The cadre of civilian lawyers representing terrorism suspects held by the military
at Guantanamo Bay are not allowed to meet their clients in private, without
video surveillance. All their mail and notes must be turned over to the military.
Classified information cannot be shared with their clients. They are not entitled
to everything the government knows about their clients.
Months before the trials of some of the detainees are set to begin, some of
the attorneys say the Defense Department's regulations for their work are so
onerous that they will be unable to provide a fair and adequate defense of their
clients.
"How can I defend him if he is not allowed to see or hear classified information?"
asked Brent Mickum, the Washington attorney representing alleged al-Qaeda operative
Zayn al-Abidin Muhammed Hussein, commonly known as Abu Zubaida. "He can't
play a meaningful role in his own defense."
These challenges will confront the lawyers who represent the six men charged
this week with conspiring to commit the Sept. 11, 2001, attacks, whom the Bush
administration wants to try before a panel of military officers later this year.
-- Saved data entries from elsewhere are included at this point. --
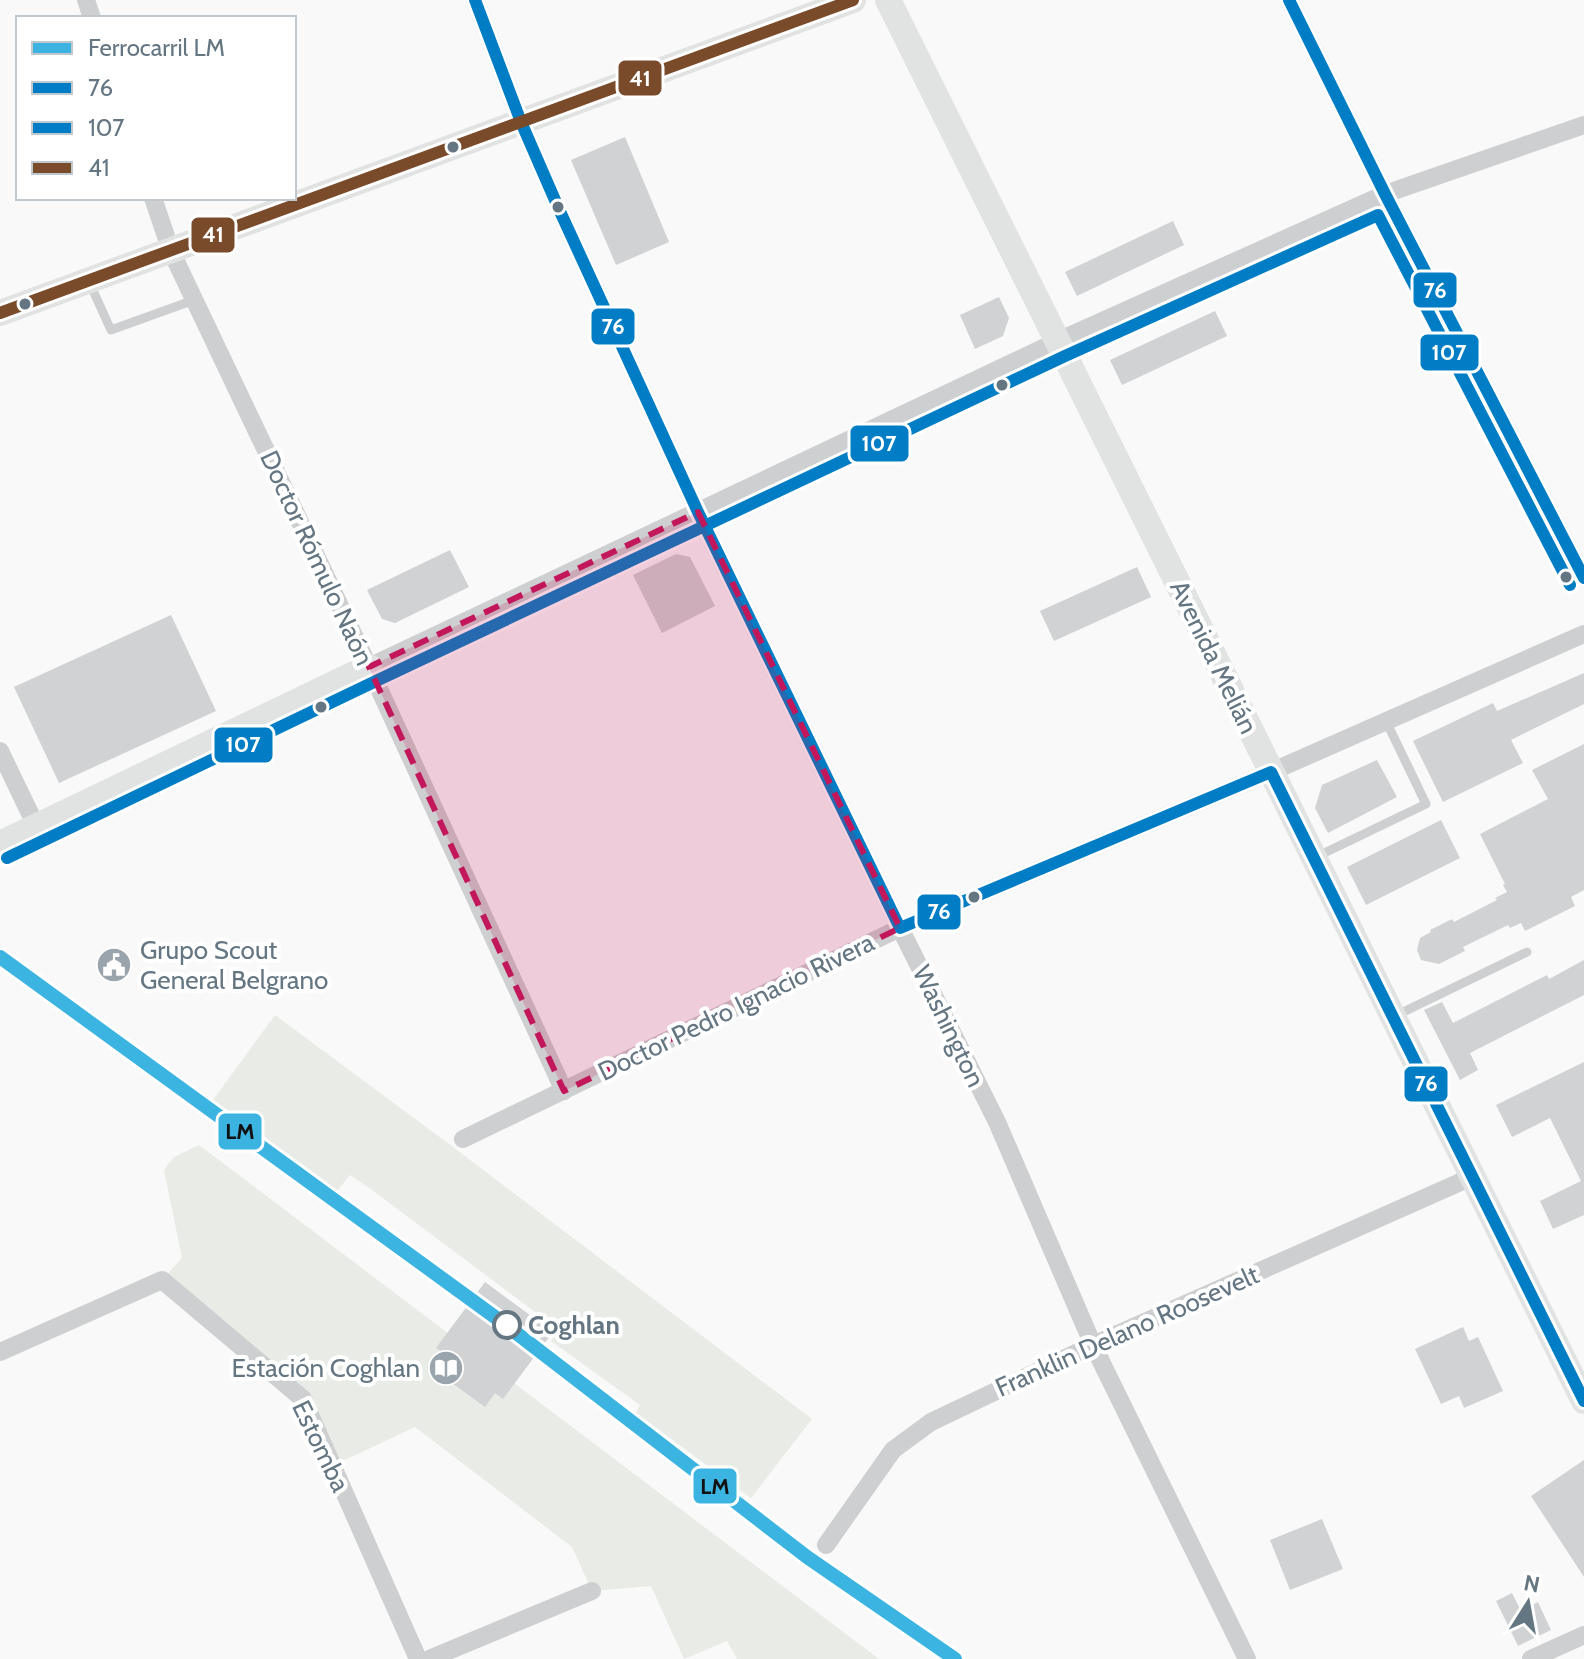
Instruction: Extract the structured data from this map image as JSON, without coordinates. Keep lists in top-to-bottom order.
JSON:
{
  "streets": {
    "street": [
      "Doctor Rómulo Naón",
      "Avenida Melián",
      "Doctor Pedro Ignacio Rivera",
      "Washington",
      "Franklin Delano Roosevelt",
      "Estomba"
    ]
  },
  "crossings": [
    ["Doctor Rómulo Naón", "Doctor Pedro Ignacio Rivera"],
    ["Avenida Melián", "Doctor Pedro Ignacio Rivera"],
    ["Avenida Melián", "Franklin Delano Roosevelt"],
    ["Doctor Pedro Ignacio Rivera", "Washington"],
    ["Washington", "Franklin Delano Roosevelt"]
  ],
  "places": {
    "public building": ["Grupo Scout General Belgrano"],
    "other": ["Coghlan"],
    "library": ["Estación Coghlan"]
  },
  "lines": [
    "transit line 76",
    "transit line 41",
    "transit line 107",
    "rail line LM"
  ],
  "legend": [
    "Ferrocarril LM",
    "76",
    "107",
    "41"
  ],
  "north": "top"
}
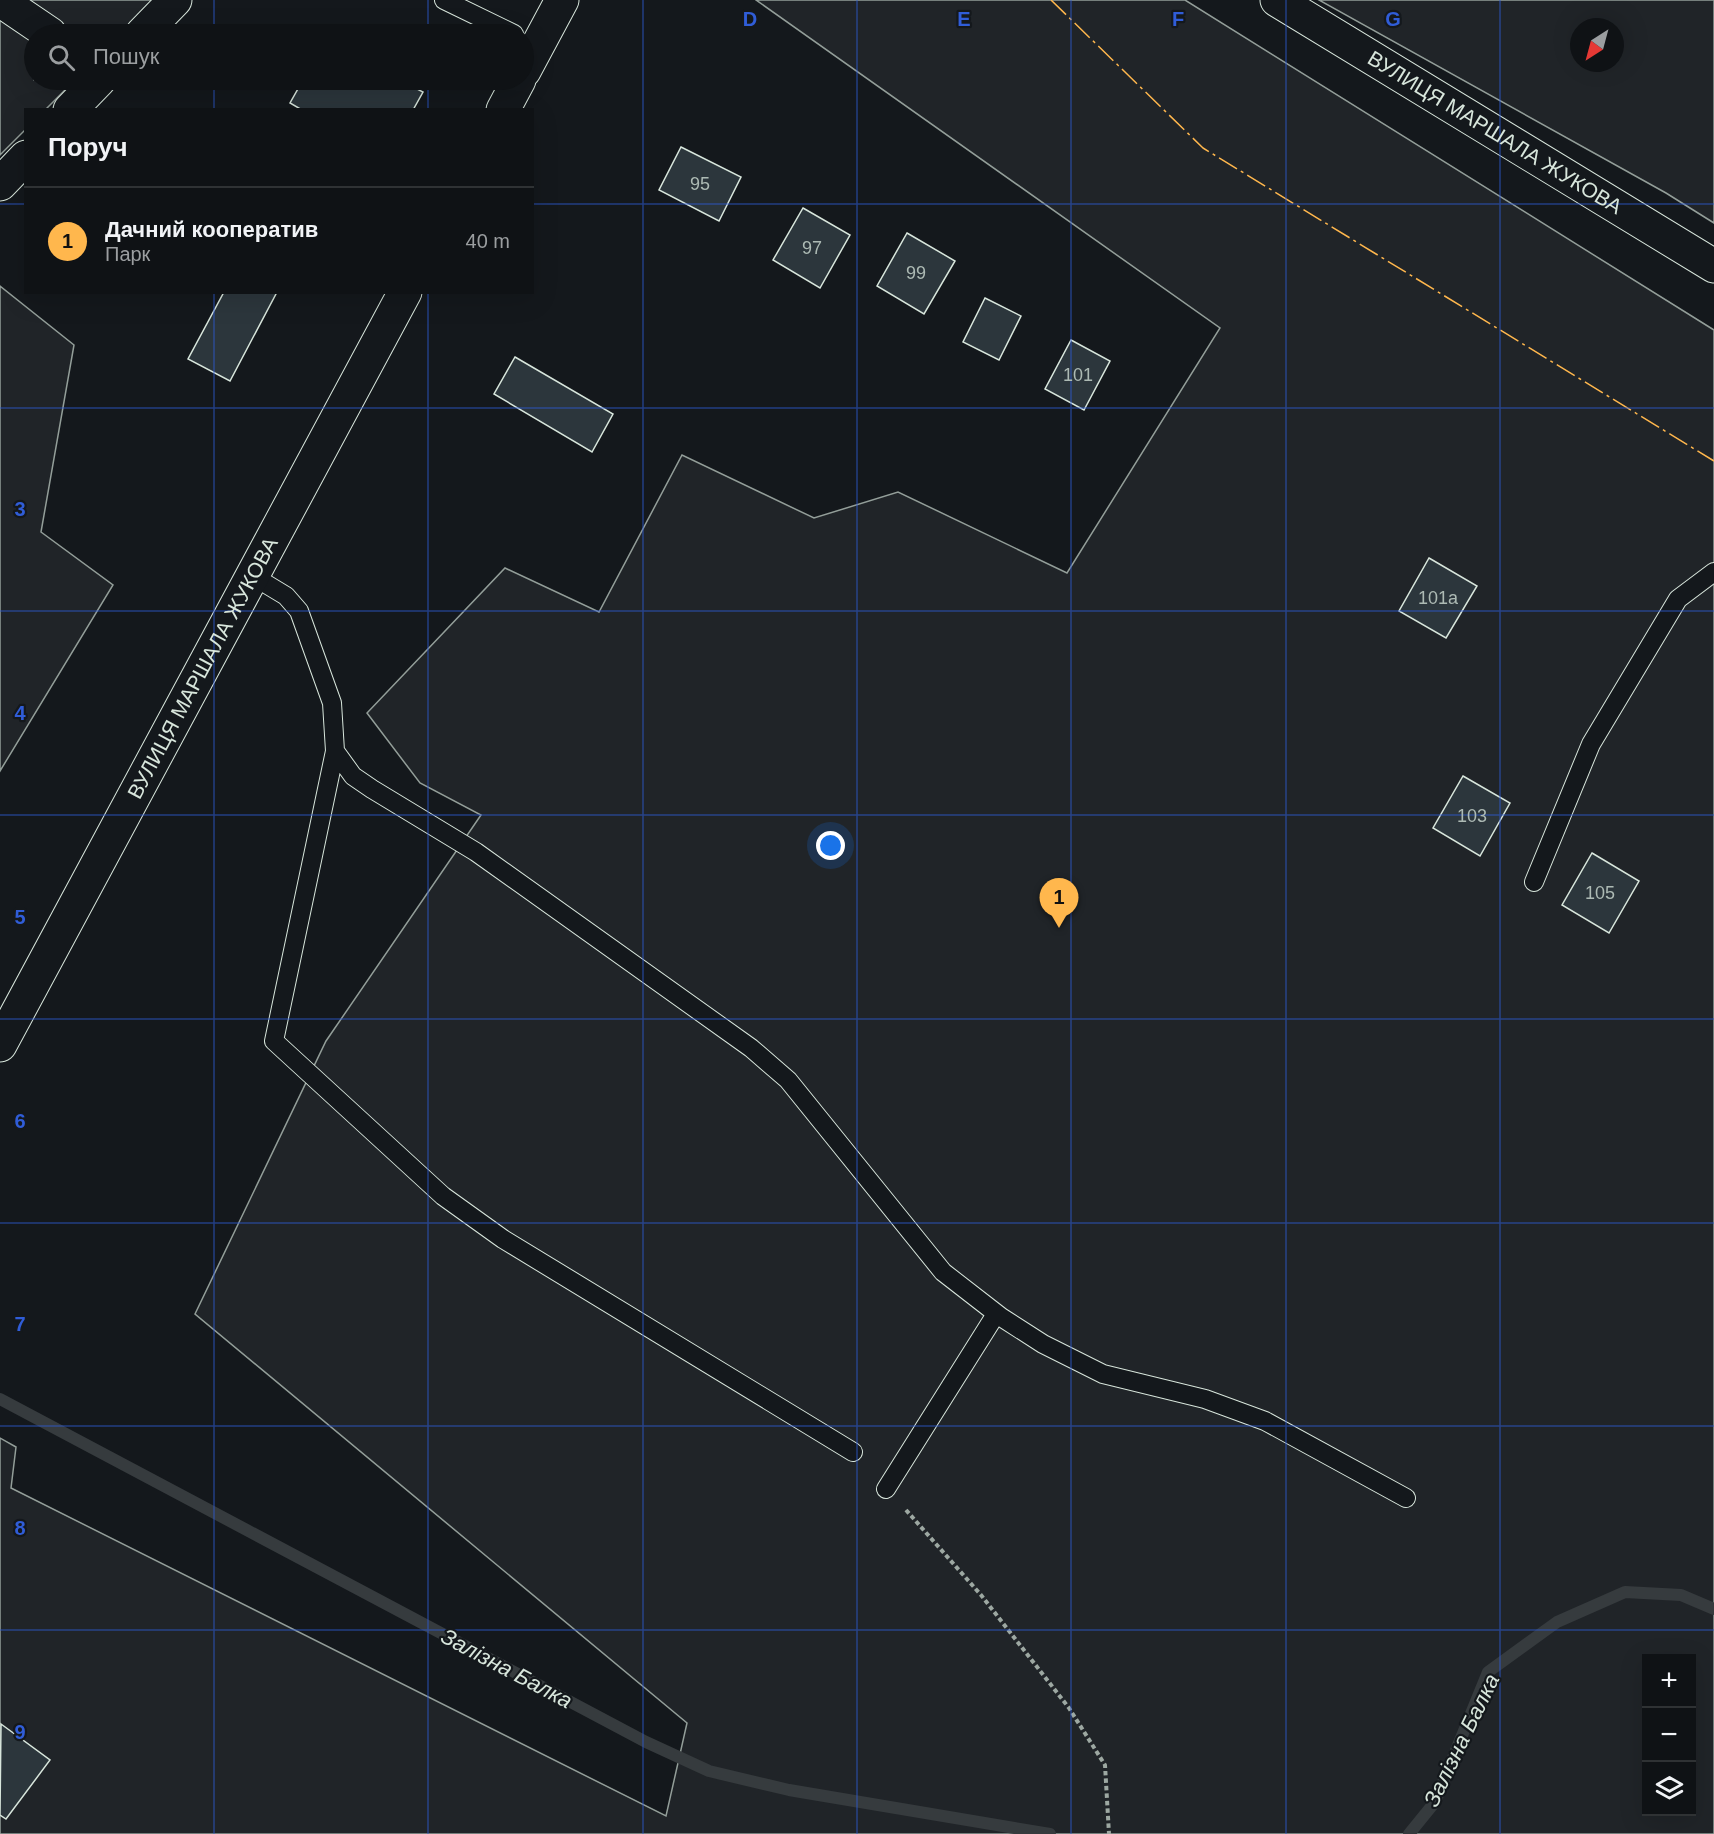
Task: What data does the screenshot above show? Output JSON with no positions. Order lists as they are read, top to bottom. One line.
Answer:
{"streets":{"main road":["ВУЛИЦЯ МАРШАЛА ЖУКОВА"]},"water":["Залізна Балка"],"house_numbers":["95","97","99","101","101а","103","105"],"north":"bottom left","page":{"search":"Пошук","heading":"Поруч","list":[{"mark":"1","name":"Дачний кооператив","note":"Парк","value":"40 m"}],"pins":"1","map_buttons":["+","−"]},"grid":{"columns":["D","E","F","G"],"rows":["3","4","5","6","7","8","9"]}}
Mickum is scheduled to meet his client, who is not one of the six, for the first
time next week, but he is already worried that the secrecy rules will present
a heavy burden.
Although the government says the cases against the six - five of whom were
aggressively questioned by the CIA during lengthy stays at secret prisons -
are now ready to proceed, defense attorneys say that the logistical challenges
associated with defending such unusual clients under heavy guard on an isolated
island will slow and hamper their preparations.
Gitanjali Gutierrez, a lawyer at the Center for Constitutional Rights who represents
terrorism suspect and Guantanamo detainee Majid Khan, said yesterday that "the
real concern with the military commission process is that the evidence brought
forward won't be clean but will be deeply tainted with torture" that occurred
during the interrogations.
Gutierrez said she is concerned that prosecutors will cite "national security
concerns and will deny the lawyers and the detainees any background about the
[witness] statements that are offered. That will be a way of manipulating the
process and of keeping the taint of torture secret." She is barred by the
military rules from discussing anything related to her meetings with Khan.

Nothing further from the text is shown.